Could Microsoft make the same sort of change for Windows? Perhaps, but doing so would certainly bring down the wrath of antitrust regulators, especially in Europe.
In the broadest possible terms, Microsoft’s post refers to “platform capabilities Microsoft plans to make available in Windows,” with a specific shout-out to security defaults in Windows 11 that “enable the platform to provide more security capabilities to solution providers outside of kernel mode. Both our customers and ecosystem partners have called on Microsoft to provide additional security capabilities outside of kernel mode….”

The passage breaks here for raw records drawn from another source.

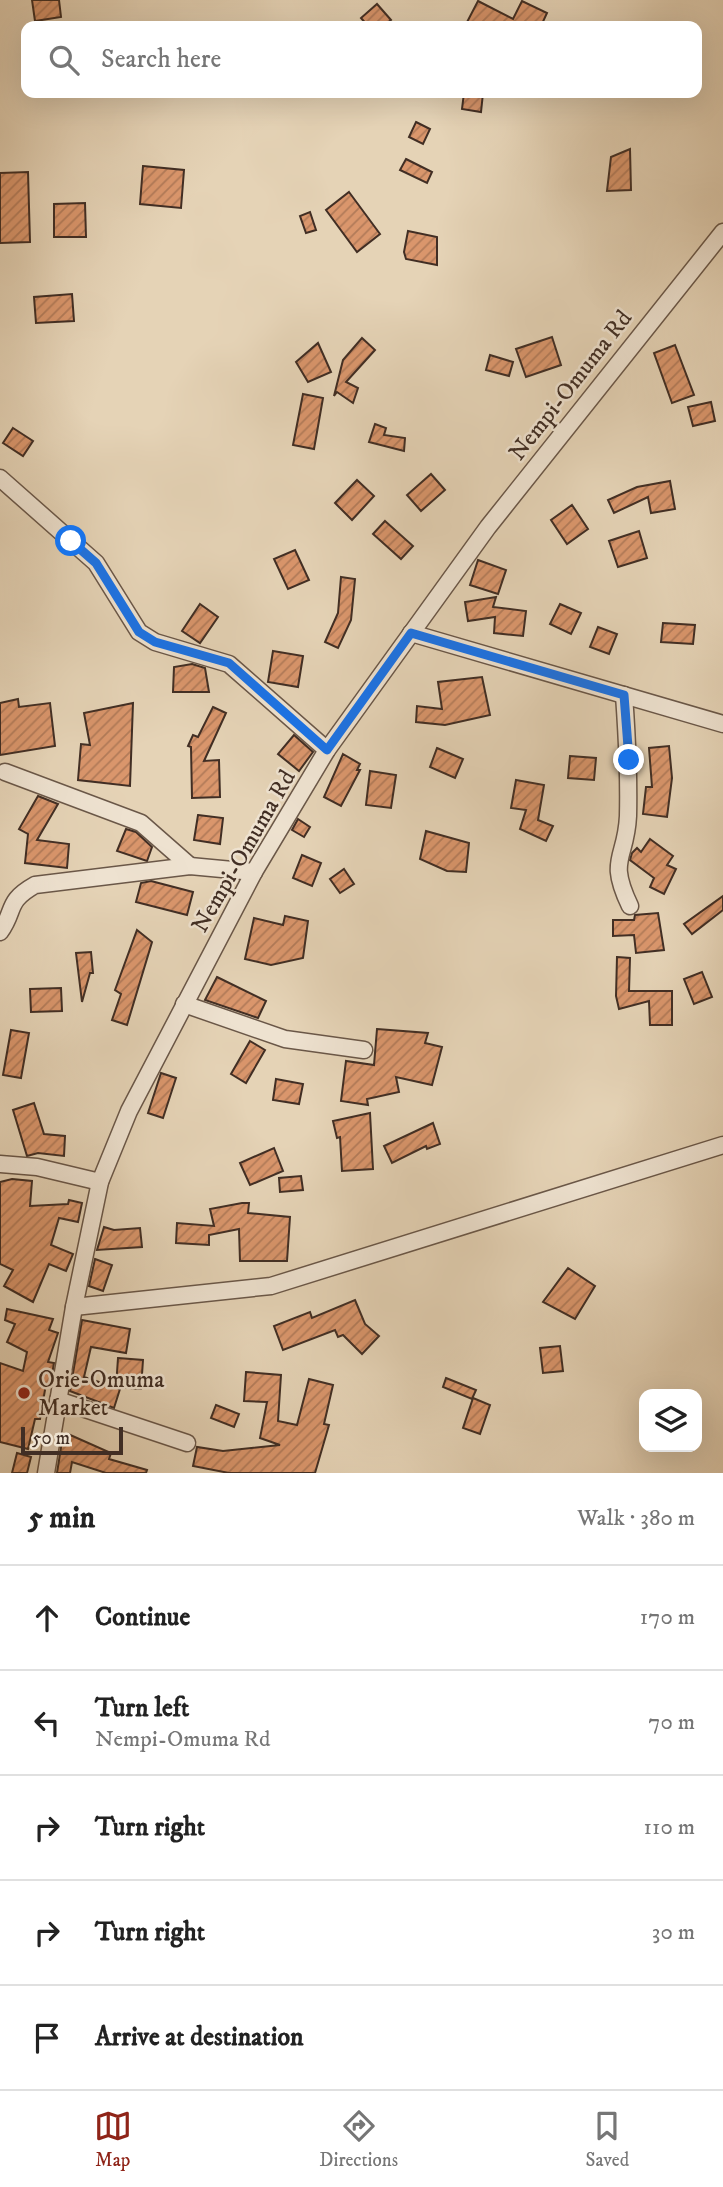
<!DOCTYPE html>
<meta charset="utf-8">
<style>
body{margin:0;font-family:"IM FELL DW Pica",serif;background:#f2f2f2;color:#222}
.controls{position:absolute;right:21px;bottom:21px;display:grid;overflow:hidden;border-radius:14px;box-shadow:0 7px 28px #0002}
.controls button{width:63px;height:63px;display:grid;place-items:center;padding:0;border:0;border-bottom:2px solid #e0e0e0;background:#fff;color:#222;font:35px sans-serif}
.scale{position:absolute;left:21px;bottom:18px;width:102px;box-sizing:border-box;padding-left:7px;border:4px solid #412e24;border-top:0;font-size:19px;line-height:24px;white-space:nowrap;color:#412e24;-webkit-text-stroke:5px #eee2d0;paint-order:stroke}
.stop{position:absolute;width:21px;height:21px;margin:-16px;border:5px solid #1a73e8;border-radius:50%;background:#fff}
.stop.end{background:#1a73e8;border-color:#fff;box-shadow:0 2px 7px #0008}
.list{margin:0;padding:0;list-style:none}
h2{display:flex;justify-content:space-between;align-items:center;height:91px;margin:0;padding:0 28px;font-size:30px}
h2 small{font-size:23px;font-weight:400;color:#767676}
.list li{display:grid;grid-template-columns:46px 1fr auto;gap:21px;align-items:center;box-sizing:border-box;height:105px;padding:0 28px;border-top:2px solid #e0e0e0}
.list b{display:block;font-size:26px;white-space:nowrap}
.list p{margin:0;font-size:23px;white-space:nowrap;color:#767676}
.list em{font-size:23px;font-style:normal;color:#767676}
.icon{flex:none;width:38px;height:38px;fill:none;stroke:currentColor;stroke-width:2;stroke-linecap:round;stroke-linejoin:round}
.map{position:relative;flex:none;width:723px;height:1473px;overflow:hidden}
.search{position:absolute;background:#fff;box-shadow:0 7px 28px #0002;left:21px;right:21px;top:21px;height:77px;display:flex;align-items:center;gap:18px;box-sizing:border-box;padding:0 24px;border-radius:14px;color:#767676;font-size:26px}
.sheet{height:616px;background:#fff}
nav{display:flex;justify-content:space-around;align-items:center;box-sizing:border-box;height:98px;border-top:2px solid #e0e0e0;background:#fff;font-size:19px;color:#767676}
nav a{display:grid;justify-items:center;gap:4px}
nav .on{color:#8f2418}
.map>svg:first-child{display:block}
.building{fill:url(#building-hatch);stroke:#412e24;stroke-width:2}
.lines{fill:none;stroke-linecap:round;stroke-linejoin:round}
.minor-casing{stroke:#6a5748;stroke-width:19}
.minor{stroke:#eee2d0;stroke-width:16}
.route{stroke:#1a73e8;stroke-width:9}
.poi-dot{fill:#8f2418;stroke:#eee2d0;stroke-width:2.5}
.labels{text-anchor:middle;stroke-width:5;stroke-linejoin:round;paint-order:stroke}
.street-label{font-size:24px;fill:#412e24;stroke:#eee2d0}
.poi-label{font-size:24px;fill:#412e24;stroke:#eee2d0;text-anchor:start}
</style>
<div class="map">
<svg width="723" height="1473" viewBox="0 0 723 1473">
<defs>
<pattern id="building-hatch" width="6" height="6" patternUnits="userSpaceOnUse" patternTransform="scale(1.75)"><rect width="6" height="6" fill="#da966c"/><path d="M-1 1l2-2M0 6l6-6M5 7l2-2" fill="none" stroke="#b27b59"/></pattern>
</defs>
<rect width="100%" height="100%" fill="#e5d3b6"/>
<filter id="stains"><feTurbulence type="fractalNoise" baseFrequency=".00286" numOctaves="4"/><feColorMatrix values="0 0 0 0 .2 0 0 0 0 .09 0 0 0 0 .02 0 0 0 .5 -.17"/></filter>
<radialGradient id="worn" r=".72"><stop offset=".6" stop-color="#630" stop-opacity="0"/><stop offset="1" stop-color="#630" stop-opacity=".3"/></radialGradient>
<g class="building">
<polygon points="32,0 59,0 61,17 35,21"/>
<polygon points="478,1 513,19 522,1 547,13 541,26 465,26"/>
<polygon points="377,4 391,20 384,26 368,26 361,18"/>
<polygon points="464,93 483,93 481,112 462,109"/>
<polygon points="416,122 430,129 423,144 409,137"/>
<polygon points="630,149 631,190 607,191 611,157"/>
<polygon points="406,159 432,172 427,183 400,170"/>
<polygon points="143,166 184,170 181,208 140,204"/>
<polygon points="28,172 30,242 0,243 0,173"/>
<polygon points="349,192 380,234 357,252 326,210"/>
<polygon points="85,203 86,237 54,237 54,204"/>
<polygon points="310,212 316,230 306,233 300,216"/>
<polygon points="408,231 437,237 437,265 406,259 404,252"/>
<polygon points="72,294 74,321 36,323 34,297"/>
<polygon points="552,337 561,365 526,377 516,349"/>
<polygon points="362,338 375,350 346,382 358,388 353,403 337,392 334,396 343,360"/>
<polygon points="318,343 331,372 308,382 296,362"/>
<polygon points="675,345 694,395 672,403 654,353"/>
<polygon points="490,355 513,362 509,376 486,370"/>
<polygon points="303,394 323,398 314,449 293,445"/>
<polygon points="711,402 715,421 693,426 688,407"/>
<polygon points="375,424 386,428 384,435 405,438 404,451 369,442"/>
<polygon points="13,428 33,441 23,456 3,443"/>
<polygon points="431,474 445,490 421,511 407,495"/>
<polygon points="357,480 374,496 352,520 335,503"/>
<polygon points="670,481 675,509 651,513 648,497 614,513 608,500 637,487"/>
<polygon points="572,505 588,529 567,544 551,520"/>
<polygon points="385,521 413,546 401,559 373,534"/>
<polygon points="639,531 647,558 618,567 609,541"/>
<polygon points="295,550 309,580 288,589 274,559"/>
<polygon points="478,560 506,570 498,594 470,585"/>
<polygon points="341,577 355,579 351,620 338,648 325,642 338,613"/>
<polygon points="496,597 493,607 526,611 523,636 494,633 495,617 468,621 465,602"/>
<polygon points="200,604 218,617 200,643 182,631"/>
<polygon points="560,604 581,613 571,634 550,624"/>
<polygon points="663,623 695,625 693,644 661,642"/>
<polygon points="598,627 617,634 609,654 590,647"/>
<polygon points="273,651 303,656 298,687 268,682"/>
<polygon points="192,664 205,668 209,692 173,692 174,667"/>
<polygon points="482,677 490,715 445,725 416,722 417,706 442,709 438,682"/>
<polygon points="18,699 19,707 50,703 55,746 0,755 0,703"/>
<polygon points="133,703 130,786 78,780 81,744 90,745 84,713"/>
<polygon points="213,707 226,713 204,761 219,760 220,797 192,798 191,747 188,746 193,735 198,737"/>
<polygon points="294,735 313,752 299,771 278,754"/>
<polygon points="669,746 672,778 667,817 643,814 646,787 652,787 649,748"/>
<polygon points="437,748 463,759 455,778 430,767"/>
<polygon points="343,754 360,764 357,770 360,770 341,806 324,797"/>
<polygon points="570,756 596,758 594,780 568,778"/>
<polygon points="370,771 396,775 391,808 366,805"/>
<polygon points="516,780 544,785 538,820 553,826 546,841 520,829 526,810 511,808"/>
<polygon points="38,796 58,804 37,840 69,844 67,868 25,863 28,834 19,829"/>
<polygon points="198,815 223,818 220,844 194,840"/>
<polygon points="298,819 310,827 304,837 292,830"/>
<polygon points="126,829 136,832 152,847 147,861 117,851"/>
<polygon points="426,831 469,843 466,872 447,871 420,859"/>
<polygon points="650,839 673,856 667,865 676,869 664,894 650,887 654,878 630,860 632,853 637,848 641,852"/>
<polygon points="302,855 321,863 312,886 293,878"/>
<polygon points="344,869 354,884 340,893 330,879"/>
<polygon points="151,881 193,892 187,915 136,902 141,883"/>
<polygon points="723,896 723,910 692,934 684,924"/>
<polygon points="658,913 664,950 636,953 634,935 613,936 613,920 634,920 635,915"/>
<polygon points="285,916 308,921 303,958 271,965 245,959 254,918 283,925"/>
<polygon points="137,930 152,942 127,1025 112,1020 121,994 115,990"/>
<polygon points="91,952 93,973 90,973 82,1002 76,953"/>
<polygon points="617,957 630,958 629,991 672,991 672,1025 650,1025 649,1001 619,1009 616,996"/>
<polygon points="702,972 712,997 694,1004 684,979"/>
<polygon points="217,977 266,1001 258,1018 205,1000"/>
<polygon points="61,988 62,1011 31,1012 30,989"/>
<polygon points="377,1029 428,1033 425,1043 442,1047 432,1085 396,1077 399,1092 367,1099 368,1105 341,1101 346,1061 374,1065"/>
<polygon points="11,1030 29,1033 21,1078 3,1075"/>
<polygon points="250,1041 265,1050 246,1083 231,1074"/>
<polygon points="161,1073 176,1078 163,1118 148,1113"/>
<polygon points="276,1079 303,1084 299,1104 273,1100"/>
<polygon points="34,1103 44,1134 65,1136 64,1156 38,1153 27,1156 13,1110"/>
<polygon points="370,1113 373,1169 342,1171 340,1137 337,1138 333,1121"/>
<polygon points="433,1123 440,1144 427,1149 426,1146 392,1163 384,1146"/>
<polygon points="274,1148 283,1171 250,1185 240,1163"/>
<polygon points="301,1176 303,1190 280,1192 279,1178"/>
<polygon points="12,1179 32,1181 30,1206 68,1204 69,1200 82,1203 78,1222 59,1218 51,1245 73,1254 66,1271 49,1264 33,1302 4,1286 13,1270 0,1264 0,1182"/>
<polygon points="242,1203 249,1203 248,1213 290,1217 287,1261 240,1261 239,1229 209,1235 209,1245 176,1243 177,1223 214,1226 210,1209"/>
<polygon points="104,1227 114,1230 140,1228 142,1247 97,1250"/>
<polygon points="95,1259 112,1265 103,1291 89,1286"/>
<polygon points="568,1268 595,1286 575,1319 543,1302"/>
<polygon points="355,1300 365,1324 379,1336 362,1354 343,1335 338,1337 335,1330 283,1350 274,1326 310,1312 312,1318"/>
<polygon points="7,1309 53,1319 49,1330 58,1333 48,1362 54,1363 50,1385 46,1384 40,1419 35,1419 28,1449 0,1442 0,1363 23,1371 27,1352 7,1342 15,1324 5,1320"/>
<polygon points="82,1320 130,1329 126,1353 91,1347 84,1377 120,1389 114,1408 70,1391"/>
<polygon points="560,1346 563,1371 543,1373 540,1348"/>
<polygon points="118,1358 143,1360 141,1389 116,1387"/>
<polygon points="246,1372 281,1375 278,1421 297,1425 309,1379 333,1385 324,1424 329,1425 315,1473 229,1473 193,1466 197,1447 223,1451 280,1445 260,1438 267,1402 244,1401"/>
<polygon points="446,1378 476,1390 472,1399 443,1387"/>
<polygon points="473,1398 490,1405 480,1434 463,1428"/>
<polygon points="216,1405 239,1414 234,1427 211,1418"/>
<polygon points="68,1434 111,1453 109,1459 147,1470 146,1473 106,1473 72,1462 70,1473 57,1473 63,1435"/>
<polygon points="17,1453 31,1457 27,1473 12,1473"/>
</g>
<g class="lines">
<defs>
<g id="minor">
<polyline points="0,478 96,563 139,632 155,642 229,664 327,750"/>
<polyline points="411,633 723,724"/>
<path d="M624 695C627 736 629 775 628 816 626 860 607 858 630 906"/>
<polyline points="5,772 141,823 190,866"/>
<path d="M0 932C16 910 5 902 35 885L190 866 254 872"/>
<polyline points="184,1004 285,1039 364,1050"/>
<polyline points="0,1164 37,1167 100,1182"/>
<polyline points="74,1307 271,1286 723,1145"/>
<polyline points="58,1400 187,1443"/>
<polyline points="46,1473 74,1307 100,1182 129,1111 254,872 327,750 488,527 723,232"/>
</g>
</defs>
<use href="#minor" class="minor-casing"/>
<use href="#minor" class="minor"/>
</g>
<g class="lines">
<polyline class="route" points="71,541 96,563 139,632 155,642 229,663 327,750 411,633 624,695 629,760"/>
</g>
<circle class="poi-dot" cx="24" cy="1393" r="7"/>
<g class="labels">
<g class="street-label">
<text transform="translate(570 385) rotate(-52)" y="8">Nempi-Omuma Rd</text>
<text transform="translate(243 851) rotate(-60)" y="8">Nempi-Omuma Rd</text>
</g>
<g class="poi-label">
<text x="38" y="1387">Orie-Omuma<tspan x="38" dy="28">Market</tspan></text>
</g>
</g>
<rect width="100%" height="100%" filter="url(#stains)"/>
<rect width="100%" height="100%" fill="url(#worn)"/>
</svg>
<div class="controls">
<button><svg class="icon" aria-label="layers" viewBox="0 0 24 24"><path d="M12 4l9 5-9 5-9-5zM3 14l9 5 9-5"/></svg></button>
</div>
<div class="scale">50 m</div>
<div class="stop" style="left:71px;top:541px"></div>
<div class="stop end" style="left:629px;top:760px"></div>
<div class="search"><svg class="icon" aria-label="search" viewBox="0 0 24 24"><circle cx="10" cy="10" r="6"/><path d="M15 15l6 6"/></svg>Search here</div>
</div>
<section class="sheet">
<h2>5 min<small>Walk · 380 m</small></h2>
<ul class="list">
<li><svg class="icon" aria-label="ahead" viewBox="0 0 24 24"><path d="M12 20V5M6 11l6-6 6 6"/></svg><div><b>Continue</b></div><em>170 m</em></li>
<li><svg class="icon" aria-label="left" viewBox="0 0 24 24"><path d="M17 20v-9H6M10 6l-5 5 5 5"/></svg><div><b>Turn left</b><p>Nempi-Omuma Rd</p></div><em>70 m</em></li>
<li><svg class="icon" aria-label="right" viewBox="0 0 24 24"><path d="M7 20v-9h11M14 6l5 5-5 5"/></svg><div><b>Turn right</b></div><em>110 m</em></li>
<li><svg class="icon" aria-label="right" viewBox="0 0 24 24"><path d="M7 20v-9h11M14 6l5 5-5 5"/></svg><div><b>Turn right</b></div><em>30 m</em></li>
<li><svg class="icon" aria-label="arrive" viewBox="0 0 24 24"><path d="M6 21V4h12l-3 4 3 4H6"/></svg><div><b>Arrive at destination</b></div></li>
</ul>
</section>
<nav>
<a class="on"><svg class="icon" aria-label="map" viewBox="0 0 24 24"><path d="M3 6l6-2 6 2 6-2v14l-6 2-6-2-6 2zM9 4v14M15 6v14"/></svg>Map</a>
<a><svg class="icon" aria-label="directions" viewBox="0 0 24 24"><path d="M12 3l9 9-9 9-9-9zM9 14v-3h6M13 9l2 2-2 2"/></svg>Directions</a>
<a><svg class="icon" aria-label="saved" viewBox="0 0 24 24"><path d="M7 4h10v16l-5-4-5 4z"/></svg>Saved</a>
</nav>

Also: Yes, you can upgrade that old PC to Windows 11, even if Microsoft says no. These readers proved it
Not every attendee is thrilled at that idea. Sophos CEO Joe Levy, for example, politely noted, “We were very pleased to see Microsoft support many of Sophos’ recommendations, based on the collection of architectural and process innovations we’ve built over the years and present today on the 30 million Windows endpoints we protect globally. The summit was an important and encouraging first step in a journey that will produce incremental improvement over time….”
What are those recommendations? In an August blog post, Sophos Chief Research and Scientific Officer Simon Reed made clear that the company considers access to the Windows kernel to be fundamental. “Operating in ‘kernel-space’ – the most privileged layer of an operating system, with direct access to memory, hardware, resource management, and storage – is vitally important for security products.” Kernel drivers are “fundamental,” he wrote, not just to Sophos products but to “robust Windows endpoint security, in general.”
In a statement that wasn’t attributed to an individual, ESET was even more blunt:
ESET supports modifications to the Windows ecosystem that demonstrate measurable improvements to stability, on condition that any change must not weaken security, affect performance, or limit the choice of cybersecurity solutions. It remains imperative that kernel access remains an option for use by cybersecurity products to allow continued innovation and the ability to detect and block future cyberthreats. We look forward to the continued collaboration on this important initiative. [emphasis added]
And that, ultimately, is why it’s unrealistic to expect any sweeping changes in the Windows platform any time soon. Those arguments from Sophos and ESET are clearly shared by leaders at other security companies, who fear that restricting access to the Windows kernel will give Microsoft’s own endpoint protection products a crucial competitive advantage.
Also: 7 password rules to live by in 2024, according to security experts
That’s the kind of debate that quickly gets handed off from engineers to lawyers. Given Microsoft’s history with antitrust regulators in Europe and the US, it’s likely to end up in court. That’s probably why “government officials from the US and Europe” were invited attendees at the summit, and there’s no doubt they were taking notes.